Le violoniste Robert Kowalski (°1985) a étudié à Gdansk, puis en Suisse et en Allemagne, auprès de personnalités comme Ana Chumachenco, Ivry Gitlis ou Ida Haendel. Riche d’un répertoire qui s’étend du baroque à la musique de notre temps, il s’est fait remarquer en 2018 avec un enregistrement chez CPO du Concerto pour violon de Richard Strauss avec l’Orchestra dellla Svizzera italiana de Lugano, dont il est concertmeister, dirigé par Markus Poschner. Sa partenaire est la pianiste Katarzyna Wasiak (°1985), qui s’est formée à Wroclaw, à Vienne avec Oleg Maisenberg, puis avec Wolfgang Watzinger, avant de rejoindre Berlin où elle a étudié avec Jacques Rouvier. Elle se produit régulièrement avec orchestre, mais aussi en musique de chambre. Avec Robert Kowalski, elle forme un duo au lyrisme très convaincant dans cette partition de Weinberg, en soulignant sa dimension émotionnelle dans le même registre qu’Agnès Pyka et Dimitri Vassilakis l’ont fait pour Arion dans un CD que nous avons évoqué il y a quelques mois dans ces colonnes. Il est difficile d’accorder une préférence à l’une ou l’autre version. Abondance de biens ne nuit pas !

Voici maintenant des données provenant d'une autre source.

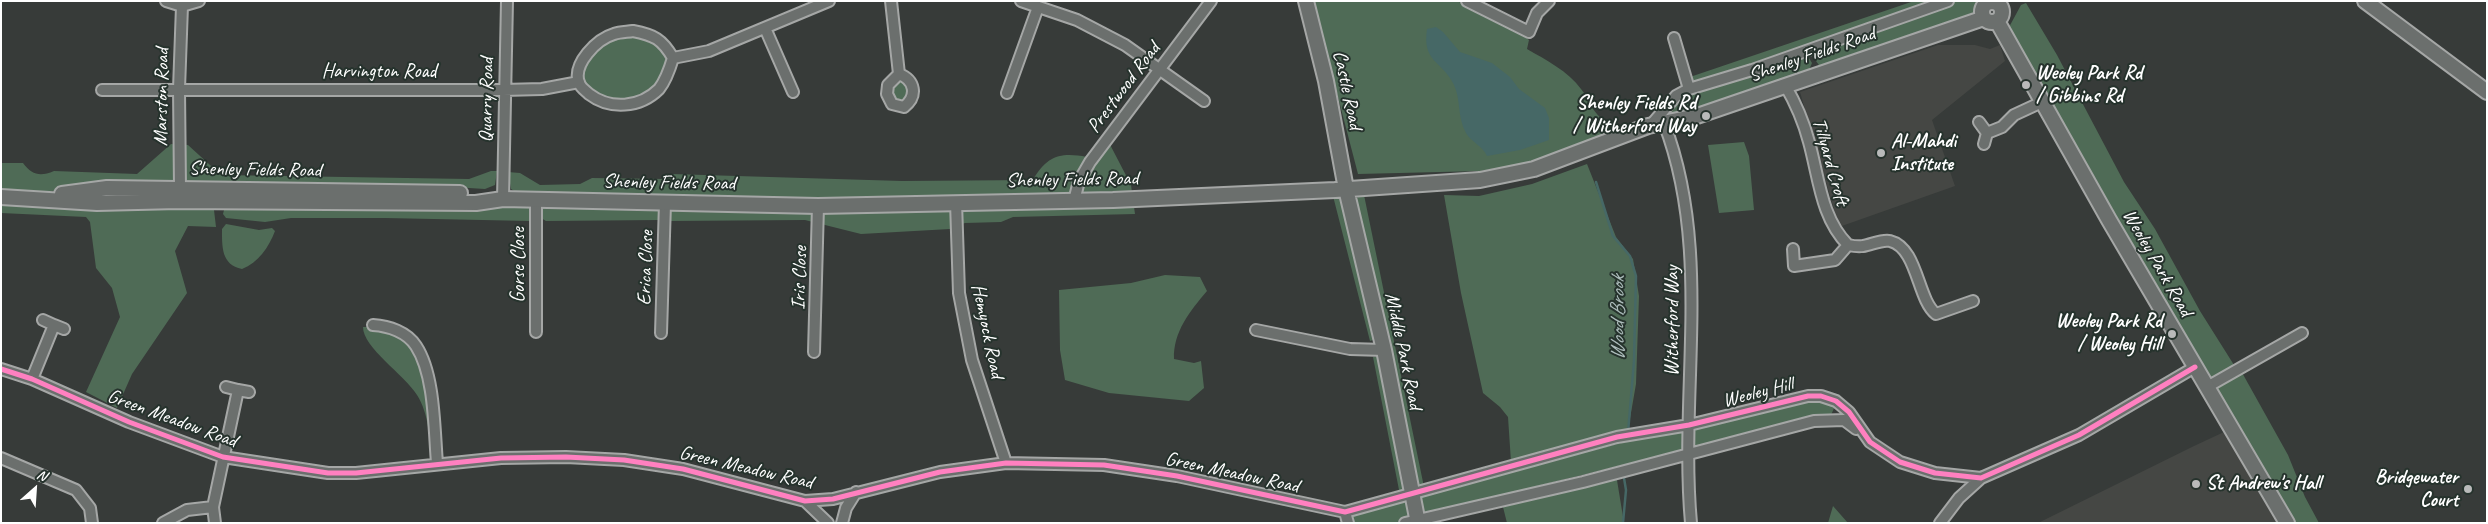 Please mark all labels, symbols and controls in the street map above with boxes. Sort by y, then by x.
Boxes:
street label: Shenley Fields Road [1746,22,1878,88]
street label: Prestwood Road [1082,38,1166,138]
street label: Marston Road [149,48,175,146]
street label: Castle Road [1327,48,1367,132]
street label: Quarry Road [474,57,500,143]
street label: Harvington Road [322,60,436,84]
place label: Weoley Park Rd / Gibbins Rd [2036,62,2142,109]
marker: Weoley Park Rd / Gibbins Rd [2020,79,2032,91]
place label: Shenley Fields Rd / Witherford Way [1573,92,1696,139]
marker: Shenley Fields Rd / Witherford Way [1700,110,1712,122]
street label: Tillyard Croft [1806,116,1854,208]
place label: Al-Mahdi Institute [1891,130,1956,177]
marker: Al-Mahdi Institute [1875,147,1887,159]
street label: Shenley Fields Road [189,157,321,183]
street label: Shenley Fields Road [1006,167,1138,193]
street label: Shenley Fields Road [603,170,735,196]
street label: Weoley Park Road [2117,205,2197,321]
street label: Gorse Close [507,227,531,303]
street label: Erica Close [633,230,659,306]
street label: Iris Close [787,246,813,310]
street label: Witherford Way [1661,266,1685,376]
water label: Wood Brook [1605,276,1631,360]
street label: Hemyock Road [965,282,1009,380]
street label: Middle Park Road [1379,290,1427,412]
place label: Weoley Park Rd / Weoley Hill [2056,310,2162,357]
marker: Weoley Park Rd / Weoley Hill [2166,328,2178,340]
street label: Weoley Hill [1720,373,1796,413]
street label: Green Meadow Road [104,384,240,454]
street label: Green Meadow Road [677,441,815,495]
street label: Green Meadow Road [1163,447,1301,499]
north arrow [10,464,60,514]
text: N [34,466,49,485]
place label: Bridgewater Court [2375,466,2458,513]
place label: St Andrew's Hall [2206,472,2321,496]
marker: St Andrew's Hall [2190,478,2202,490]
marker: Bridgewater Court [2462,483,2474,495]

Le duo Kowalski/Wasiak propose ensuite la Rhapsodie sur des thèmes moldaves op. 47, œuvre colorée inspirée par des thèmes folkloriques, qui date de 1949 et dont il existe aussi une version orchestrale. Le compositeur a lui-même créé la version violon-piano avec David Oïstrakh en février 1953, avant de subir une incarcération sur l’accusation d’activités sionistes ; il recouvrera la liberté après la mort de Staline, un mois plus tard, et une pétition d’artistes en sa faveur, au nombre desquels son ami Dimitri Chostakovitch. La Rhapsodie est une œuvre enthousiaste et pleine de contrastes que les deux solistes enlèvent ici avec un entrain communicatif.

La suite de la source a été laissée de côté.